§ EXERCISE BRIEF
Print the listing below in its entirety, character for character.
+-------+
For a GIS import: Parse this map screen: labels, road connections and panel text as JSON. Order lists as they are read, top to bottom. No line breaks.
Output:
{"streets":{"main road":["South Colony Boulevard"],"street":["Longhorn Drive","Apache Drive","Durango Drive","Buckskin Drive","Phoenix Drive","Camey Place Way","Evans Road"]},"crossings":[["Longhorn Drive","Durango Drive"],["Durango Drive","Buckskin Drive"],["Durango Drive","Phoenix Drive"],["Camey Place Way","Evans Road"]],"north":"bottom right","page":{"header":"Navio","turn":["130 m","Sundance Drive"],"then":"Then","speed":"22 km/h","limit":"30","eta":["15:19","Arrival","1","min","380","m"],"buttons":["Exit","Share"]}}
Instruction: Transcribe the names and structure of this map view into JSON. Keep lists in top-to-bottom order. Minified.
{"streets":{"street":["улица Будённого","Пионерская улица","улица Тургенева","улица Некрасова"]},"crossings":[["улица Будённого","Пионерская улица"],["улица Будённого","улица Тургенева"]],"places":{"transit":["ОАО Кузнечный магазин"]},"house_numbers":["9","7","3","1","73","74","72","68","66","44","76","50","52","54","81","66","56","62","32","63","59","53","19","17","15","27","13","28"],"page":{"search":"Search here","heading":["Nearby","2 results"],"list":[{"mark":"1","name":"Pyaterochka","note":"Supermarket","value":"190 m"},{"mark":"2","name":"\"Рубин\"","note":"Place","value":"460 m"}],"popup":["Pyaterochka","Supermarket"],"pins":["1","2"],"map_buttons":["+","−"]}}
+-------+
§ OUTPUT OF THE TASK
For a GIS import: Parse this map screen: labels, road connections and panel text as JSON. Order lists as they are read, top to bottom. No line breaks.
Output:
{"streets":{"main road":["South Colony Boulevard"],"street":["Longhorn Drive","Apache Drive","Durango Drive","Buckskin Drive","Phoenix Drive","Camey Place Way","Evans Road"]},"crossings":[["Longhorn Drive","Durango Drive"],["Durango Drive","Buckskin Drive"],["Durango Drive","Phoenix Drive"],["Camey Place Way","Evans Road"]],"north":"bottom right","page":{"header":"Navio","turn":["130 m","Sundance Drive"],"then":"Then","speed":"22 km/h","limit":"30","eta":["15:19","Arrival","1","min","380","m"],"buttons":["Exit","Share"]}}
Instruction: Transcribe the names and structure of this map view into JSON. Keep lists in top-to-bottom order. Minified.
{"streets":{"street":["улица Будённого","Пионерская улица","улица Тургенева","улица Некрасова"]},"crossings":[["улица Будённого","Пионерская улица"],["улица Будённого","улица Тургенева"]],"places":{"transit":["ОАО Кузнечный магазин"]},"house_numbers":["9","7","3","1","73","74","72","68","66","44","76","50","52","54","81","66","56","62","32","63","59","53","19","17","15","27","13","28"],"page":{"search":"Search here","heading":["Nearby","2 results"],"list":[{"mark":"1","name":"Pyaterochka","note":"Supermarket","value":"190 m"},{"mark":"2","name":"\"Рубин\"","note":"Place","value":"460 m"}],"popup":["Pyaterochka","Supermarket"],"pins":["1","2"],"map_buttons":["+","−"]}}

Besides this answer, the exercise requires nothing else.